(RECORD EXCERPTS begins)
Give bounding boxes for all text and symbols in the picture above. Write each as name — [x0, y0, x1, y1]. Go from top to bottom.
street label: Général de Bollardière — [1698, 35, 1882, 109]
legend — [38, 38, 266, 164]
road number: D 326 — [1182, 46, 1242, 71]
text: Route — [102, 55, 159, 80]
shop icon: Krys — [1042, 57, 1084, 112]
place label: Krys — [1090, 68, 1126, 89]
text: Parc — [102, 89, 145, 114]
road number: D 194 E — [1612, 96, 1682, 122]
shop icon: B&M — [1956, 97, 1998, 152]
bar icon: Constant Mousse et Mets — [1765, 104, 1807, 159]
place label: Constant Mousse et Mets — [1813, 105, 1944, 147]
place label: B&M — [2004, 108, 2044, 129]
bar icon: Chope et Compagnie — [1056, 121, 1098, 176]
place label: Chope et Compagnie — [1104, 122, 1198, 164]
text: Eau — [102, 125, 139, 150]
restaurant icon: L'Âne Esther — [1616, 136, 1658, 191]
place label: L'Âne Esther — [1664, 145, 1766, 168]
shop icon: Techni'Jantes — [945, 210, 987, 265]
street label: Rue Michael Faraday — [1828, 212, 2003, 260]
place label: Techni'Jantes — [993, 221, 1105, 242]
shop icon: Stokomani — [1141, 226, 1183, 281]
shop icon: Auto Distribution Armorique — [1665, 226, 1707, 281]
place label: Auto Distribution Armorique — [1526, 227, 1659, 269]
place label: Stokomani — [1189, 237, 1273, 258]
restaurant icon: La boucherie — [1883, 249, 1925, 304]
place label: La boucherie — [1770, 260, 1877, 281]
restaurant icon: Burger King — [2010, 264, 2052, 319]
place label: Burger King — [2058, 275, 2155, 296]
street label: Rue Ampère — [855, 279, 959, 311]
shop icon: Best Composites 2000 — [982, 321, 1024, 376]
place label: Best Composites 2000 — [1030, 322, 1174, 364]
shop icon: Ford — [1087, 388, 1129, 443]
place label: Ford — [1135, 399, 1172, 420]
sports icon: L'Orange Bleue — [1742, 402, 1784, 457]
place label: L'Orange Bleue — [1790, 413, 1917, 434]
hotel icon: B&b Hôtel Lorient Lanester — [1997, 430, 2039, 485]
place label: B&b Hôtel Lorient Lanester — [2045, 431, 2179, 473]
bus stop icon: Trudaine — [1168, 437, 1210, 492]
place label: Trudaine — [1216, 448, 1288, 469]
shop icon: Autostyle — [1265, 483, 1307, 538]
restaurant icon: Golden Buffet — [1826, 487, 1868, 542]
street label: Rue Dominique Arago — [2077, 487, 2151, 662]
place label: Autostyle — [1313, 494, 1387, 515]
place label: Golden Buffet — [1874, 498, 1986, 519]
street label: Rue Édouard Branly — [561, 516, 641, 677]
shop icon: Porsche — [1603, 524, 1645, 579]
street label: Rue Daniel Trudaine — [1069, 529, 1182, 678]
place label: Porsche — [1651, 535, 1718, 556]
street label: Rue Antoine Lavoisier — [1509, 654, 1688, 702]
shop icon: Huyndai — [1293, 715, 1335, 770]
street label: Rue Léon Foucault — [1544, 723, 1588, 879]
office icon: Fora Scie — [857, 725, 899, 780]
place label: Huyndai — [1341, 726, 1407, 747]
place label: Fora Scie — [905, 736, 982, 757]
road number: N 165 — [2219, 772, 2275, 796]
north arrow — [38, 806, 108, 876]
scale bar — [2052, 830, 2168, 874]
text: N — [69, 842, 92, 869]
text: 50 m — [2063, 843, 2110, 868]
(RECORD EXCERPTS ends)
=== TASK TO CARRY OUT ===
Please write out each entry shown above exactly as given.

=== EXPECTED ANSWER ===
Give bounding boxes for all text and symbols in the picture above. Write each as name — [x0, y0, x1, y1]. Go from top to bottom.
street label: Général de Bollardière — [1698, 35, 1882, 109]
legend — [38, 38, 266, 164]
road number: D 326 — [1182, 46, 1242, 71]
text: Route — [102, 55, 159, 80]
shop icon: Krys — [1042, 57, 1084, 112]
place label: Krys — [1090, 68, 1126, 89]
text: Parc — [102, 89, 145, 114]
road number: D 194 E — [1612, 96, 1682, 122]
shop icon: B&M — [1956, 97, 1998, 152]
bar icon: Constant Mousse et Mets — [1765, 104, 1807, 159]
place label: Constant Mousse et Mets — [1813, 105, 1944, 147]
place label: B&M — [2004, 108, 2044, 129]
bar icon: Chope et Compagnie — [1056, 121, 1098, 176]
place label: Chope et Compagnie — [1104, 122, 1198, 164]
text: Eau — [102, 125, 139, 150]
restaurant icon: L'Âne Esther — [1616, 136, 1658, 191]
place label: L'Âne Esther — [1664, 145, 1766, 168]
shop icon: Techni'Jantes — [945, 210, 987, 265]
street label: Rue Michael Faraday — [1828, 212, 2003, 260]
place label: Techni'Jantes — [993, 221, 1105, 242]
shop icon: Stokomani — [1141, 226, 1183, 281]
shop icon: Auto Distribution Armorique — [1665, 226, 1707, 281]
place label: Auto Distribution Armorique — [1526, 227, 1659, 269]
place label: Stokomani — [1189, 237, 1273, 258]
restaurant icon: La boucherie — [1883, 249, 1925, 304]
place label: La boucherie — [1770, 260, 1877, 281]
restaurant icon: Burger King — [2010, 264, 2052, 319]
place label: Burger King — [2058, 275, 2155, 296]
street label: Rue Ampère — [855, 279, 959, 311]
shop icon: Best Composites 2000 — [982, 321, 1024, 376]
place label: Best Composites 2000 — [1030, 322, 1174, 364]
shop icon: Ford — [1087, 388, 1129, 443]
place label: Ford — [1135, 399, 1172, 420]
sports icon: L'Orange Bleue — [1742, 402, 1784, 457]
place label: L'Orange Bleue — [1790, 413, 1917, 434]
hotel icon: B&b Hôtel Lorient Lanester — [1997, 430, 2039, 485]
place label: B&b Hôtel Lorient Lanester — [2045, 431, 2179, 473]
bus stop icon: Trudaine — [1168, 437, 1210, 492]
place label: Trudaine — [1216, 448, 1288, 469]
shop icon: Autostyle — [1265, 483, 1307, 538]
restaurant icon: Golden Buffet — [1826, 487, 1868, 542]
street label: Rue Dominique Arago — [2077, 487, 2151, 662]
place label: Autostyle — [1313, 494, 1387, 515]
place label: Golden Buffet — [1874, 498, 1986, 519]
street label: Rue Édouard Branly — [561, 516, 641, 677]
shop icon: Porsche — [1603, 524, 1645, 579]
street label: Rue Daniel Trudaine — [1069, 529, 1182, 678]
place label: Porsche — [1651, 535, 1718, 556]
street label: Rue Antoine Lavoisier — [1509, 654, 1688, 702]
shop icon: Huyndai — [1293, 715, 1335, 770]
street label: Rue Léon Foucault — [1544, 723, 1588, 879]
office icon: Fora Scie — [857, 725, 899, 780]
place label: Huyndai — [1341, 726, 1407, 747]
place label: Fora Scie — [905, 736, 982, 757]
road number: N 165 — [2219, 772, 2275, 796]
north arrow — [38, 806, 108, 876]
scale bar — [2052, 830, 2168, 874]
text: N — [69, 842, 92, 869]
text: 50 m — [2063, 843, 2110, 868]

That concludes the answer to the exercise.